[R-meta] clarification on "V" in "rma.mv()" from the "metafor" package

Mon Apr 26 09:59:51 CEST 2021

Dear Tim,

Please see my responses below.

Best,
Wolfgang

>-----Original Message-----
>From: R-sig-meta-analysis [mailto:r-sig-meta-analysis-bounces using r-project.org] On
>Behalf Of Tip But
>Sent: Saturday, 17 April, 2021 20:40
>To: r-sig-meta-analysis using r-project.org
>Subject: [R-meta] clarification on "V" in "rma.mv()" from the "metafor" package
>
>Dear All,
>
>I had some clarification questions regarding the "rma.mv()" from the
>"metafor" package.
>
>In regular (i.e., non-meta-regression) multivariate multilevel models, we
>naturally get an estimated variance-covariance matrix for the DV values
>across different levels of the grouping variable (ID) by specifying the
>random effects:
>
>nlme::lme(DV_values ~ DV_indx-1, random = ~ DV_indx -1 | ID,
>          data = data, correlation = NULL, weights = NULL)     ## DON'T RUN
>
>But in "rma.mv()", there is an additional "V" argument to provide a list of
>known/guesstimated variance-covariance matrices between the DV values
>[i.e., individual effect sizes] in each study (i.e., grouping variable) as
>well.
>
>The R documentation on the "V" argument in "rma.mv()" is very terse. But,

:( It is true that the help page for rma.mv() does not explain the theory in great detail (although more so than is typical, at least for most packages I know). But I don't think the help pages are the place to explain the theory in the first place. That's what the references at the bottom are for.

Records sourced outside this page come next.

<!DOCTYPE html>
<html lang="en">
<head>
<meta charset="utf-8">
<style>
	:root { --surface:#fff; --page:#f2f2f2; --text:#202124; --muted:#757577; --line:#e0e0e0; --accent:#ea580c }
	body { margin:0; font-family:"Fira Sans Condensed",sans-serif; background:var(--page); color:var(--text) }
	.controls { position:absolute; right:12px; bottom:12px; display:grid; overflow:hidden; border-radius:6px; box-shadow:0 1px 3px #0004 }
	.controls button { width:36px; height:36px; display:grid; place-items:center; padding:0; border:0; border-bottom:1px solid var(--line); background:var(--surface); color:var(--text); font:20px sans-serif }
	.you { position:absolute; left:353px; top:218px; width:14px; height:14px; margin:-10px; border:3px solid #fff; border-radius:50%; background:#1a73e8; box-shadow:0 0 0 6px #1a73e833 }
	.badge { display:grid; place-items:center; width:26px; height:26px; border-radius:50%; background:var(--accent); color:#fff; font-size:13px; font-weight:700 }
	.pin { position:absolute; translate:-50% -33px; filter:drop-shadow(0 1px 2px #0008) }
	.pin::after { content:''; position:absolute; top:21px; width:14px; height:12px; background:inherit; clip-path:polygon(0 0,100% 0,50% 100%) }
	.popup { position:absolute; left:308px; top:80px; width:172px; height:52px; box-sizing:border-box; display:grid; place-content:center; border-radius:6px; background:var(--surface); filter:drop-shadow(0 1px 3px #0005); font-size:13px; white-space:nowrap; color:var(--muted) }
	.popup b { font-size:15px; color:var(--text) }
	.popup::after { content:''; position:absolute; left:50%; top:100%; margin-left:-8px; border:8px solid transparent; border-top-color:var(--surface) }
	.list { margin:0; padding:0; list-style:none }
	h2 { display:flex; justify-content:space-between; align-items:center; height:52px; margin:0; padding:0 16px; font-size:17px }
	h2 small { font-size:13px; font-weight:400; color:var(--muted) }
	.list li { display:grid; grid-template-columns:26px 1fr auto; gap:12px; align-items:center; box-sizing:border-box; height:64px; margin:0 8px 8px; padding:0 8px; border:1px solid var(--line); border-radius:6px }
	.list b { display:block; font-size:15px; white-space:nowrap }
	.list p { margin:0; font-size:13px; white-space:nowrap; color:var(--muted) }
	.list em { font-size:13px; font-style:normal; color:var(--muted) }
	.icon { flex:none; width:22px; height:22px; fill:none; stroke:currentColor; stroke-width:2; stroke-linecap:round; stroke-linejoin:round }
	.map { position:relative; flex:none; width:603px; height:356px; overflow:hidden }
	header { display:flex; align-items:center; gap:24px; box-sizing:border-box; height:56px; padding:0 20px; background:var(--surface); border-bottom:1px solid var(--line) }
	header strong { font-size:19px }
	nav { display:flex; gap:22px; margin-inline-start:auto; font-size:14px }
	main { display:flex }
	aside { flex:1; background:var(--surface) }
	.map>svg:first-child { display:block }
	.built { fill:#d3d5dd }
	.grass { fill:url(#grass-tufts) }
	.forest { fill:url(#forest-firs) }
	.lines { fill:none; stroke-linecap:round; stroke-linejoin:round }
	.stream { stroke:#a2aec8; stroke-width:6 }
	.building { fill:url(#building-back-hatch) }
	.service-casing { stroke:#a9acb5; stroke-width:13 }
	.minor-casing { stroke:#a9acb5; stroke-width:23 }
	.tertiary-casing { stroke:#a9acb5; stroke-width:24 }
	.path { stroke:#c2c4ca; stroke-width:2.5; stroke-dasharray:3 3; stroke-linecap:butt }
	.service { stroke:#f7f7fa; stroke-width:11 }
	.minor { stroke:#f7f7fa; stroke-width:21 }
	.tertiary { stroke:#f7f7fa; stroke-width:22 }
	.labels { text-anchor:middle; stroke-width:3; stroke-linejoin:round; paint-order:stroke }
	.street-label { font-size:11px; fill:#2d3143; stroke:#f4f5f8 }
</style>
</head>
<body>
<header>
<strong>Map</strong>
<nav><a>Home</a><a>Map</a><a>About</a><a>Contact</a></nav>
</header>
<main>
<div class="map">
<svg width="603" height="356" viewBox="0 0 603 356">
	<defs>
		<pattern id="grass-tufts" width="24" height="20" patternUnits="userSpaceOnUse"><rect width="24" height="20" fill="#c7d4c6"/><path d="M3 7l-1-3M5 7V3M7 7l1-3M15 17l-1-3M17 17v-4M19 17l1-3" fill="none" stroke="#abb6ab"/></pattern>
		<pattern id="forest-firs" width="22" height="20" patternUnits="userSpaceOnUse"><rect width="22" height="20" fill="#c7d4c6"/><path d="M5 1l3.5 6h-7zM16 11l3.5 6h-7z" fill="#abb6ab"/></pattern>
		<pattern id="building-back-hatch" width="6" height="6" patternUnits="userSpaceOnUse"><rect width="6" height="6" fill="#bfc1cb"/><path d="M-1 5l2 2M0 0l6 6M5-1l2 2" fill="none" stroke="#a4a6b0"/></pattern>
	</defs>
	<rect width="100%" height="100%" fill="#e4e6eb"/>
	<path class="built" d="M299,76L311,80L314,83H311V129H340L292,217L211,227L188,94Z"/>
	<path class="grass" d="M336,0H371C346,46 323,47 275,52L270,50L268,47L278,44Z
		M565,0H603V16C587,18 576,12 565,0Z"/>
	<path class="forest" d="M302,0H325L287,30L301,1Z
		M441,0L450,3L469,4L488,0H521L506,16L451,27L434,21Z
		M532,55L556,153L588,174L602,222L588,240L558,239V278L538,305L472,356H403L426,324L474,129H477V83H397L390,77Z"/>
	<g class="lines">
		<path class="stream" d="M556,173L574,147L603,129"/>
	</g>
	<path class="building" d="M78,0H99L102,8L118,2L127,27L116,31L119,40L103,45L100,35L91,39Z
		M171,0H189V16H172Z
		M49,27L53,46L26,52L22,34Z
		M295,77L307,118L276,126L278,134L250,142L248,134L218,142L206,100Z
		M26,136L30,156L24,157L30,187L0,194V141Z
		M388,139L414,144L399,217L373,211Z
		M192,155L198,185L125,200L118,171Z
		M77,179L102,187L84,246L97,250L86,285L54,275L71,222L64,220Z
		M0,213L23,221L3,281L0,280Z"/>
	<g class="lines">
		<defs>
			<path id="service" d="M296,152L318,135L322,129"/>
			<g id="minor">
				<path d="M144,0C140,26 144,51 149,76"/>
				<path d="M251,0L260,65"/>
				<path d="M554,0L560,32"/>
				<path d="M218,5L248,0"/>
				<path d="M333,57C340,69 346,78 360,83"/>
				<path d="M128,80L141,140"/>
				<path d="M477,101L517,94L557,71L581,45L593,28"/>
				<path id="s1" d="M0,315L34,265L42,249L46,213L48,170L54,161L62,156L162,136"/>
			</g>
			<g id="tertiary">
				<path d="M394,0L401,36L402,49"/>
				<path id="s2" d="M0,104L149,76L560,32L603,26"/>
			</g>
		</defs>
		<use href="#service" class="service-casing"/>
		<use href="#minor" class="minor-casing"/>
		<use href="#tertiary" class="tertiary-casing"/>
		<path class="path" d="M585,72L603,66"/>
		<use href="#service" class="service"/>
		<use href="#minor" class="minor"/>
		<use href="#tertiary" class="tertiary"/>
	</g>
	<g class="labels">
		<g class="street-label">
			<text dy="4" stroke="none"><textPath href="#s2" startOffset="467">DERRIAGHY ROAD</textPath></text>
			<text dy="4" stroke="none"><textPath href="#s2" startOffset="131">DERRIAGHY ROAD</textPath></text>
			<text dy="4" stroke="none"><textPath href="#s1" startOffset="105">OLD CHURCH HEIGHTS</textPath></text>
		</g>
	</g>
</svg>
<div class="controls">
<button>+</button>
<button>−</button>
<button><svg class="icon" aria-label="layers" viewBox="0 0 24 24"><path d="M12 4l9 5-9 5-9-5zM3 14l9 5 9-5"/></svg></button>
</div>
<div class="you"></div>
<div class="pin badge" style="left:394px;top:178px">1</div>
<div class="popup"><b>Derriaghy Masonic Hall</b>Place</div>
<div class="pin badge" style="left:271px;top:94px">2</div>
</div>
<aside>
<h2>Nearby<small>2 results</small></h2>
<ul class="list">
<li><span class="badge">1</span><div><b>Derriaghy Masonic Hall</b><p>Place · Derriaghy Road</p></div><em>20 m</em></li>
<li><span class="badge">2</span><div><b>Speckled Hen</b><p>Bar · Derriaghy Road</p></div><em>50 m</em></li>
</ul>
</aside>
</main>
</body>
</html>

>(1) Does the use of "V" arise whenever each study generally produces
>multiple dependent effect sizes OR it is reserved for when we have a pool
>of e.g., multi-outcome and/or longitudinal studies?

The V matrix plays a role whenever the sampling errors of the estimates are correlated. One cannot estimate the covariance/correlation between two estimates based on just the observed values of the two estimates. In essence, that's would asking for the correlation between the numbers 2 and 4. So, what we have to do is use the statistical theory underlying the outcome measure to derive an estimate of their covariance/correlation. For example, if the numbers 2 and 4 above are the means of two variables x and y measured in a single group of n individuals and the observed correlation between variables x and y was r in the sample, then r is also the estimated correlation between those two means. But without knowing r, you cannot know what the correlation is between the means 2 and 4. So, this kind of 'outside' information needs to be brought in to construct an appropriate V matrix. That is what makes meta-analytic models somewhat different from standard mixed-effects models, where we can (typically) estimate everything from the data.

That difference already comes into play even in much simpler models where we only have to think about the sampling variances of the estimates. In a meta-analytic model, we again estimate the sampling variances of the estimates based on other information / statistical theory than the data itself. For example, you cannot know what the sampling variance of the mean 2 is without additional information. But if you know that the observed SD of x was 0.5, then we know that the (estimated) sampling variance of the mean is 0.5^2 / n.

Since every estimate has its 'own' sampling variance, we have as many sampling variances as there are estimates. Similarly, for every pair of estimates, there is one covariance/correlation. This is what goes into the V matrix.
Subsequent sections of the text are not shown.